Below are some records. Return exactly the lines from the one with "display:grid; place-content:center; width:52px;" to the one with "position:absolute; display:grid; place-items:center;", and nothing else.

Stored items
--- START ---
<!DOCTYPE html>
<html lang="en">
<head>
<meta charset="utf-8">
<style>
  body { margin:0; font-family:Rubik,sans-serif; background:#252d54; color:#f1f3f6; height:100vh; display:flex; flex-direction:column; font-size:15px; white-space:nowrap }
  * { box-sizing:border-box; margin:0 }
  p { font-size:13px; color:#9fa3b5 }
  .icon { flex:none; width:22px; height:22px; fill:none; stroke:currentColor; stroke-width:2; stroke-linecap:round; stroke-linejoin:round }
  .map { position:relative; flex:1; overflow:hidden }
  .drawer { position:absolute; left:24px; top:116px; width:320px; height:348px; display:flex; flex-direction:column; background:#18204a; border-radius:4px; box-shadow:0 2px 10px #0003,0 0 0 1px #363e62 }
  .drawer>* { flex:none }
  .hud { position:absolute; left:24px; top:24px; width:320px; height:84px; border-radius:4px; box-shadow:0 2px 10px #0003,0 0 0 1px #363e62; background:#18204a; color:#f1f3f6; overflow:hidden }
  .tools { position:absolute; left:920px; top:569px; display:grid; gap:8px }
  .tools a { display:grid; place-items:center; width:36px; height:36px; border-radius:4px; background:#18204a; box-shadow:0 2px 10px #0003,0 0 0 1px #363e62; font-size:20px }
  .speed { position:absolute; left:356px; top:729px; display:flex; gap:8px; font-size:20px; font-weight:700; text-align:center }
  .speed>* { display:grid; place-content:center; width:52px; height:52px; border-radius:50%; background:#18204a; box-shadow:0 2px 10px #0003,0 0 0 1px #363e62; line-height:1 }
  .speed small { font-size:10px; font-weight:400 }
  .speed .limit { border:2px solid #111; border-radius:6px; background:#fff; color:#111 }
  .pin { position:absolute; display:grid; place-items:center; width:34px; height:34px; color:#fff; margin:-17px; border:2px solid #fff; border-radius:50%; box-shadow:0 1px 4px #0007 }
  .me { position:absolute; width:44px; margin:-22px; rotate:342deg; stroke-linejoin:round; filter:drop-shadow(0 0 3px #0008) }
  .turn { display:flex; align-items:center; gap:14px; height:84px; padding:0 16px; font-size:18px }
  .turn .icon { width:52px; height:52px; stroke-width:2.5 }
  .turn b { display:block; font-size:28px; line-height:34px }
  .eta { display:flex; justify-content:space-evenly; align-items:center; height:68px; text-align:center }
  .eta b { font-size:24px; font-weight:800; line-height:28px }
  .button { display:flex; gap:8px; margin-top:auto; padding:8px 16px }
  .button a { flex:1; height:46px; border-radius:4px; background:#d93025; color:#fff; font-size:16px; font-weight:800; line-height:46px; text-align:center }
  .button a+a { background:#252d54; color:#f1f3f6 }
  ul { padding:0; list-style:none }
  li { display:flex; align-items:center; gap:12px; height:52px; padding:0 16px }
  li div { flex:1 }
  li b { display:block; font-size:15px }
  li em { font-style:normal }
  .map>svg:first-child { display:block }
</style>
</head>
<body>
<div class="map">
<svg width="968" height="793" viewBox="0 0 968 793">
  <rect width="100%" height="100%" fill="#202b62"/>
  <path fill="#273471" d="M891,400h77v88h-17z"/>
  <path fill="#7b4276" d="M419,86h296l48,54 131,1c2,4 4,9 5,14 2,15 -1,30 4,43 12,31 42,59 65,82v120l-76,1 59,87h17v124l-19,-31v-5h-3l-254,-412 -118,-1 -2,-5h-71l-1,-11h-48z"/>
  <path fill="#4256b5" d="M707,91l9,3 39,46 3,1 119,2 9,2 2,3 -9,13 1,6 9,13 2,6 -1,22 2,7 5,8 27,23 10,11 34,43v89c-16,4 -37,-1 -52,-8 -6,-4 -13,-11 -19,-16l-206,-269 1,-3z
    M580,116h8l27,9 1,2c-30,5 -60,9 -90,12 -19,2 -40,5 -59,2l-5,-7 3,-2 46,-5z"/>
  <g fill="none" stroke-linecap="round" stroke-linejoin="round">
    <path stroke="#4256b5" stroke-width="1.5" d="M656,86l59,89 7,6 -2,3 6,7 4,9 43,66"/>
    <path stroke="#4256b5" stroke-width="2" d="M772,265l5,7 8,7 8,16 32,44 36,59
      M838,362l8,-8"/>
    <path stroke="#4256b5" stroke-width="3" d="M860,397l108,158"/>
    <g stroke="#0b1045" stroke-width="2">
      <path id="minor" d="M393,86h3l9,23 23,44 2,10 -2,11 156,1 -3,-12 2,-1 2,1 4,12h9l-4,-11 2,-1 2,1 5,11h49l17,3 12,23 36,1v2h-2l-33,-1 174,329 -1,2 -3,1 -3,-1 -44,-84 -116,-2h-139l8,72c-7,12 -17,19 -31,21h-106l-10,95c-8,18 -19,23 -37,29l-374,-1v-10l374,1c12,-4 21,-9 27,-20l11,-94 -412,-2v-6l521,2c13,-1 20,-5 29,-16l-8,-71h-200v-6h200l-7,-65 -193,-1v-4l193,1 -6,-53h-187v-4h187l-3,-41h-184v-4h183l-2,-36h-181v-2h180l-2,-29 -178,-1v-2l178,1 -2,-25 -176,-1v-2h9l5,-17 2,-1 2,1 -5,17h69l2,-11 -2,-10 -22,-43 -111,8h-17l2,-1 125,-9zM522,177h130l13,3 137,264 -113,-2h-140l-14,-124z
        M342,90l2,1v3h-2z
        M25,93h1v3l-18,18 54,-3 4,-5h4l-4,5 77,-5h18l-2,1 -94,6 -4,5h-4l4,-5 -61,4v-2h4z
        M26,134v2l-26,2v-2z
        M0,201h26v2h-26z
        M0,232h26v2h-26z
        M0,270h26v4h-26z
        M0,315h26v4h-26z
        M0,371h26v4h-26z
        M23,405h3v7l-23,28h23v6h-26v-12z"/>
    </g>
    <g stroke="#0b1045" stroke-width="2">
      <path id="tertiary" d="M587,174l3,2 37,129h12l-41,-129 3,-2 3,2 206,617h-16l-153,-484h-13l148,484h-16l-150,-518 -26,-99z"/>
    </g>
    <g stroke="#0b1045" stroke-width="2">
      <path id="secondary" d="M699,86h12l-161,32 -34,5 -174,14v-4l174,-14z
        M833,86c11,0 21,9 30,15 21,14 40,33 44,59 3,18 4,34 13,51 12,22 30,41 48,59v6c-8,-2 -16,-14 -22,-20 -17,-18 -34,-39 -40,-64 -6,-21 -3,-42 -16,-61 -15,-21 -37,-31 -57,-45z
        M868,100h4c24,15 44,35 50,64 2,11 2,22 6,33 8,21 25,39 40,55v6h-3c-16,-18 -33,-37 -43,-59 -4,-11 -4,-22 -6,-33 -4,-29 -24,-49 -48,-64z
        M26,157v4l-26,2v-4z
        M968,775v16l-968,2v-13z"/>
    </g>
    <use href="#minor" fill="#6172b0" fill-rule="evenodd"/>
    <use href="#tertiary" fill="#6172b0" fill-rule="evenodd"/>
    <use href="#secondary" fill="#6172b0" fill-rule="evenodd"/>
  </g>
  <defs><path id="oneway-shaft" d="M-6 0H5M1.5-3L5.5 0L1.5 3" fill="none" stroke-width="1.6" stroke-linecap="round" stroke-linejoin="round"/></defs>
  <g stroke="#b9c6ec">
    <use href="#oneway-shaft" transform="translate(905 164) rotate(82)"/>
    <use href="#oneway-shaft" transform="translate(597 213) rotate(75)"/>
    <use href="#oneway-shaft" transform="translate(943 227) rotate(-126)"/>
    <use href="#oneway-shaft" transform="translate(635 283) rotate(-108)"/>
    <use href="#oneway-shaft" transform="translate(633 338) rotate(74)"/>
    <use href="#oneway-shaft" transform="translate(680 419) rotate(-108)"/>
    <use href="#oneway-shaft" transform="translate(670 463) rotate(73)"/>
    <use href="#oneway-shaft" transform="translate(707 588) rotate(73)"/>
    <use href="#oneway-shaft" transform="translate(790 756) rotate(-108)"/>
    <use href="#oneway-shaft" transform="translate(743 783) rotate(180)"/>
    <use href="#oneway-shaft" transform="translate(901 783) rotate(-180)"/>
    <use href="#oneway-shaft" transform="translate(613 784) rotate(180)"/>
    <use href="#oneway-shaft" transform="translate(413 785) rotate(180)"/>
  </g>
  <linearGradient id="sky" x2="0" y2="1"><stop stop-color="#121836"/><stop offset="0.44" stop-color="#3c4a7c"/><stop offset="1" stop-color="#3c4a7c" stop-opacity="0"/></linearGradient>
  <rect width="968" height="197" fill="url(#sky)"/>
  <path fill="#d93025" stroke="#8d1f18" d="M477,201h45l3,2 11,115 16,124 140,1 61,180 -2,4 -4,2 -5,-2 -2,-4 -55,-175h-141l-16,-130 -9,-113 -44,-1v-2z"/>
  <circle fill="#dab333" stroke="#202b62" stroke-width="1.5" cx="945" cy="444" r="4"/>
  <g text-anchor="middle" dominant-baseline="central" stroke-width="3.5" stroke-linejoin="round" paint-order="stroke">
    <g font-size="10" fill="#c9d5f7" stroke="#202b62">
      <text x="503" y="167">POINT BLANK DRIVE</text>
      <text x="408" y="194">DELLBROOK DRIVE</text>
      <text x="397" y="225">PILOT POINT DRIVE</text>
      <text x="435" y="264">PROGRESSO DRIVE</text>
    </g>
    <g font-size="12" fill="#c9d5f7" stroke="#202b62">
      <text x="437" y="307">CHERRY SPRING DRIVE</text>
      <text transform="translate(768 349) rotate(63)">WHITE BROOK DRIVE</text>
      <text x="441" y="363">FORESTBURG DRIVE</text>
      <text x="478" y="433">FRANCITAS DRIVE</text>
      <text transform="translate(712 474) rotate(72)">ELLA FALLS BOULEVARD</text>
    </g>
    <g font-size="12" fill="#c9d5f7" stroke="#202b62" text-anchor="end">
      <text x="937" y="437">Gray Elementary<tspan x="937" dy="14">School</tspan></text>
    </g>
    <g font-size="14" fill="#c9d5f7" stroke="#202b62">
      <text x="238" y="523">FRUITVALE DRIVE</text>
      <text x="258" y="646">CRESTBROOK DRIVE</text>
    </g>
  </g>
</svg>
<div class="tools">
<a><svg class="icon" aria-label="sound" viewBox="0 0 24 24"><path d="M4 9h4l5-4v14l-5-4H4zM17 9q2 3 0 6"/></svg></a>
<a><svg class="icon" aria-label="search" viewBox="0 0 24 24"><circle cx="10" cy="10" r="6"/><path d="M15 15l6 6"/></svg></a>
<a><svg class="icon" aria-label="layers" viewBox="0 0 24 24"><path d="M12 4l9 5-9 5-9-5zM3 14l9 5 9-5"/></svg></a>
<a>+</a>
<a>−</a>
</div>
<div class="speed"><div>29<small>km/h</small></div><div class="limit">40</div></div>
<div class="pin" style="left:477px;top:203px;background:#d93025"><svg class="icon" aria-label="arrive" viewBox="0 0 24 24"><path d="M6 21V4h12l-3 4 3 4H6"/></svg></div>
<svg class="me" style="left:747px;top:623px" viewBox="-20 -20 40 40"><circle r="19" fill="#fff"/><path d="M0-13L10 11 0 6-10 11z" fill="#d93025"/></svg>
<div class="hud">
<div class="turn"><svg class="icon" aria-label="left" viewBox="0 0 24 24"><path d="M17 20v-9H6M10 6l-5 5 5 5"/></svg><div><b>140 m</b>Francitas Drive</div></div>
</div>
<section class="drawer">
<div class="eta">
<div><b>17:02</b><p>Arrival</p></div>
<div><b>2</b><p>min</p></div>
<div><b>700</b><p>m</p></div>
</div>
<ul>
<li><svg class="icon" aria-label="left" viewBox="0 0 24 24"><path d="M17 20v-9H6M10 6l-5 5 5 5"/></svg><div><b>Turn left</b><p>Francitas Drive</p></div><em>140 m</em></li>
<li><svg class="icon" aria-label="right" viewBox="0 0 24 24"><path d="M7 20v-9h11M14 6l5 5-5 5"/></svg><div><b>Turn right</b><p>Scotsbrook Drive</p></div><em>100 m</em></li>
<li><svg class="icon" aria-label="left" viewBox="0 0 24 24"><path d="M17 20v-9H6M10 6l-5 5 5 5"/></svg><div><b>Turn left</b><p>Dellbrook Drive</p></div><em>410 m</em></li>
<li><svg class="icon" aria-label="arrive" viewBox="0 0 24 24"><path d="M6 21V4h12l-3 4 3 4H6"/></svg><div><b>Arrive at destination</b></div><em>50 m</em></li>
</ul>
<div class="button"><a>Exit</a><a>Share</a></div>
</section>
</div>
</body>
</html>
--- END ---
§ Result for this task
  .speed>* { display:grid; place-content:center; width:52px; height:52px; border-radius:50%; background:#18204a; box-shadow:0 2px 10px #0003,0 0 0 1px #363e62; line-height:1 }
  .speed small { font-size:10px; font-weight:400 }
  .speed .limit { border:2px solid #111; border-radius:6px; background:#fff; color:#111 }
  .pin { position:absolute; display:grid; place-items:center; width:34px; height:34px; color:#fff; margin:-17px; border:2px solid #fff; border-radius:50%; box-shadow:0 1px 4px #0007 }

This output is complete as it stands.